__Task brief__. Pictures in the entries below are to be left out; otherwise, reproduce exactly the lines from the first through the line containing "position:absolute; left:288px; top:430px;".

[Collected data]
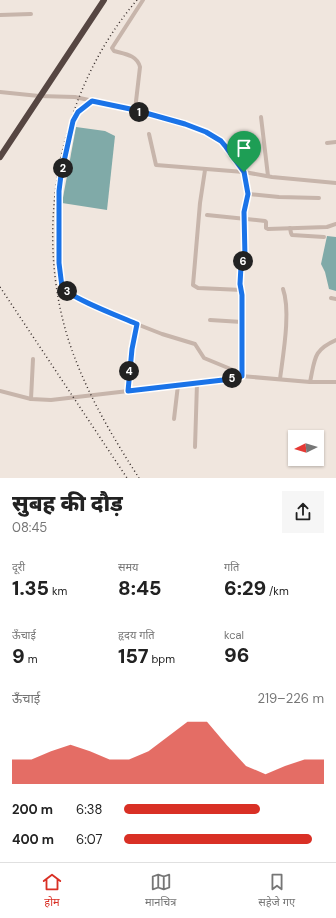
<!DOCTYPE html>
<html lang="hi">
<head>
<meta charset="utf-8">
<style>
  :root { --surface:#fff; --page:#f6f6f6; --text:#222; --muted:#767676; --line:#e0e0e0; --accent:#d93025 }
  body { margin:0; font-family:"DM Sans","Noto Sans Devanagari",sans-serif; background:var(--page); color:var(--text); height:100vh; display:flex; flex-direction:column; font-size:15px; white-space:nowrap }
  * { box-sizing:border-box; margin:0 }
  p { font-size:13px; color:var(--muted) }
  .icon { flex:none; width:22px; height:22px; fill:none; stroke:currentColor; stroke-width:2; stroke-linecap:round; stroke-linejoin:round }
  .map { position:relative; height:478px; overflow:hidden }
  .panel { display:flex; flex-direction:column; background:var(--surface); flex:1 }
  .panel>* { flex:none }
  .needle { width:26px; rotate:265deg }
  .fabs { position:absolute; left:288px; top:430px; display:grid; gap:8px }
  .fabs a { display:grid; place-items:center; width:36px; height:36px; border-radius:0px; background:var(--surface); box-shadow:0 1px 3px #0004; font-size:20px }
  .pin { position:absolute; display:grid; place-items:center; width:34px; height:34px; color:#fff; margin:-41px -17px; border-radius:50% 50% 50% 0; rotate:-45deg; box-shadow:0 0 4px #0007 }
  .pin .icon { rotate:45deg }
  .km { position:absolute; width:20px; height:20px; margin:-10px; border-radius:50%; background:#222; color:#fff; font-size:11px; line-height:20px; text-align:center }
  .round { display:grid; place-items:center; flex:none; width:42px; height:42px; border-radius:0px; background:var(--page) }
  .head { display:flex; align-items:center; justify-content:space-between; height:68px; padding:0 12px }
  h1 { font-size:22px; font-weight:800; line-height:30px }
  .figures { display:grid; grid-template-columns:repeat(3,1fr); gap:6px; height:68px; padding:4px 12px }
  .figures div { display:grid; align-content:center }
  .figures b { font-size:20px; font-weight:800 }
  .figures small { font-size:11px; font-weight:400 }
  .figures p { font-size:11px }
  .chart { height:112px; padding:8px 12px }
  .chart p { display:flex; justify-content:space-between }
  .chart svg { width:100%; height:72px; margin-top:4px; fill:var(--accent); opacity:.7 }
  ul { padding:0 12px; list-style:none; font-size:13px }
  li { display:grid; grid-template-columns:64px 48px 1fr; align-items:center; height:30px }
  li i { height:10px; border-radius:5px; background:var(--accent) }
  .menu { display:flex; justify-content:space-around; align-items:center; height:56px; border-top:1px solid var(--line); background:var(--surface); font-size:11px; color:var(--muted) }
  .menu a { display:grid; justify-items:center; gap:2px }
  .menu .current { color:var(--accent) }
  .map>svg:first-child { display:block }
</style>
</head>
<body>
<div class="map">
<svg width="336" height="478" viewBox="0 0 336 478">
  <rect width="100%" height="100%" fill="#f0e6de"/>
  <g fill="#80aaa8">
    <path d="M76,127l29,4 10,5 -8,74 -45,-7z"/>
    <path d="M327,236l9,1v54l-7,-2 -4,-17 -4,-8z"/>
  </g>
  <g fill="none" stroke-linecap="round" stroke-linejoin="round">
    <g stroke="#c7b5ab" stroke-width="4">
      <path d="M0,15l31,-1"/>
      <path d="M0,92l39,4 36,1 60,13 50,14 21,9 15,8 5,6 18,25 28,5 64,6"/>
      <path d="M92,101l-14,11 -5,9 -12,54 -2,16v72l3,24 5,5 39,20 56,22 33,10 9,14 29,12 5,7"/>
      <path d="M135,110l5,-43c-3,-12 -15,-13 -26,-16l-2,-3 31,-48"/>
      <path d="M261,117l7,59"/>
      <path d="M149,134l7,31 88,7 5,22 -5,18 1,45 -4,9v18l1,11 -1,81"/>
      <path d="M327,143l9,-1"/>
      <path d="M205,170l-5,33 -7,82 5,3 44,2"/>
      <path d="M249,194l30,3 40,1"/>
      <path d="M207,215l58,6 1,1v6l2,1 59,-2 9,-3"/>
      <path d="M290,228l1,5 1,2 32,2"/>
      <path d="M331,298l5,1"/>
      <path d="M210,320l32,2"/>
      <path d="M280,379c3,-24 11,-68 3,-90"/>
      <path d="M310,382c5,-23 3,-32 26,-42"/>
      <path d="M0,391l31,8 20,1 172,-20 18,-4 69,6h26"/>
      <path d="M127,391l5,-42 5,-25"/>
      <path d="M31,399l2,-40"/>
      <path d="M174,419l4,-34"/>
      <path d="M195,447l2,-64"/>
    </g>
    <path stroke="#564642" stroke-width="6" d="M0,157l104,-157"/>
    <g stroke="#362c2a" stroke-width="1.5" stroke-dasharray="1 3" stroke-linecap="butt">
      <path d="M137,0c-82,96 -108,243 -61,361 16,41 39,80 63,117"/>
      <path d="M0,287l127,191"/>
    </g>
  </g>
  <g fill="none" stroke-linecap="round" stroke-linejoin="round">
    <defs>
      <path id="route" d="M92,101l43,9 50,14 21,8 15,9 5,6 18,25 4,22 -4,18 1,45 -4,9 -1,18 2,11v81l-19,4 -95,11 4,-42 5,-25c-14,-6 -69,-27 -75,-37l-3,-24v-72l2,-16 12,-54 5,-9z"/>
    </defs>
    <use href="#route" stroke="#fff" stroke-width="8"/>
    <use href="#route" stroke="#1a73e8" stroke-width="5"/>
  </g>
</svg>
<div class="fabs">
<a><svg class="needle" viewBox="-14 -14 28 28"><path d="M0-13l5 13h-10z" fill="#e53935"/><path d="M0 13l5-13h-10z" fill="#767676"/></svg></a>
</div>
<div class="pin" style="left:244px;top:172px;background:#1e9e55"><svg class="icon" aria-label="arrive" viewBox="0 0 24 24"><path d="M6 21V4h12l-3 4 3 4H6"/></svg></div>
<b class="km" style="left:139px;top:112px">1</b>
<b class="km" style="left:63px;top:168px">2</b>
<b class="km" style="left:67px;top:291px">3</b>
<b class="km" style="left:129px;top:371px">4</b>
<b class="km" style="left:232px;top:378px">5</b>
<b class="km" style="left:243px;top:261px">6</b>
</div>
<section class="panel">
<div class="head"><div><h1>सुबह की दौड़</h1><p>08:45</p></div><a class="round"><svg class="icon" aria-label="share" viewBox="0 0 24 24"><path d="M12 15V3M7 8l5-5 5 5M5 13v7h14v-7"/></svg></a></div>
<div class="figures">
<div><p>दूरी</p><b>1.35<small> km</small></b></div>
<div><p>समय</p><b>8:45</b></div>
<div><p>गति</p><b>6:29<small> /km</small></b></div>
</div>
<div class="figures">
<div><p>ऊँचाई</p><b>9<small> m</small></b></div>
<div><p>हृदय गति</p><b>157<small> bpm</small></b></div>
<div><p>kcal</p><b>96</b></div>
</div>
<div class="chart"><p><span>ऊँचाई</span>219–226 m</p>
<svg viewBox="0 0 160 44" preserveAspectRatio="none"><path d="M0 44V29L10 29L20 24L30 20L40 24L50 29L60 29L70 24L80 15L90 6L100 6L110 20L120 33L130 38L140 33L150 29L160 29V44z"/></svg>
</div>
<ul>
<li><b>200 m</b>6:38<i style="width:68%"></i></li>
<li><b>400 m</b>6:07<i style="width:94%"></i></li>
</ul>
</section>
<nav class="menu">
<a class="current"><svg class="icon" aria-label="home" viewBox="0 0 24 24"><path d="M3 11l9-7 9 7M6 9v11h12V9"/></svg>होम</a>
<a><svg class="icon" aria-label="map" viewBox="0 0 24 24"><path d="M3 6l6-2 6 2 6-2v14l-6 2-6-2-6 2zM9 4v14M15 6v14"/></svg>मानचित्र</a>
<a><svg class="icon" aria-label="saved" viewBox="0 0 24 24"><path d="M7 4h10v16l-5-4-5 4z"/></svg>सहेजे गए</a>
</nav>
</body>
</html>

__Result of the exercise__.
<!DOCTYPE html>
<html lang="hi">
<head>
<meta charset="utf-8">
<style>
  :root { --surface:#fff; --page:#f6f6f6; --text:#222; --muted:#767676; --line:#e0e0e0; --accent:#d93025 }
  body { margin:0; font-family:"DM Sans","Noto Sans Devanagari",sans-serif; background:var(--page); color:var(--text); height:100vh; display:flex; flex-direction:column; font-size:15px; white-space:nowrap }
  * { box-sizing:border-box; margin:0 }
  p { font-size:13px; color:var(--muted) }
  .icon { flex:none; width:22px; height:22px; fill:none; stroke:currentColor; stroke-width:2; stroke-linecap:round; stroke-linejoin:round }
  .map { position:relative; height:478px; overflow:hidden }
  .panel { display:flex; flex-direction:column; background:var(--surface); flex:1 }
  .panel>* { flex:none }
  .needle { width:26px; rotate:265deg }
  .fabs { position:absolute; left:288px; top:430px; display:grid; gap:8px }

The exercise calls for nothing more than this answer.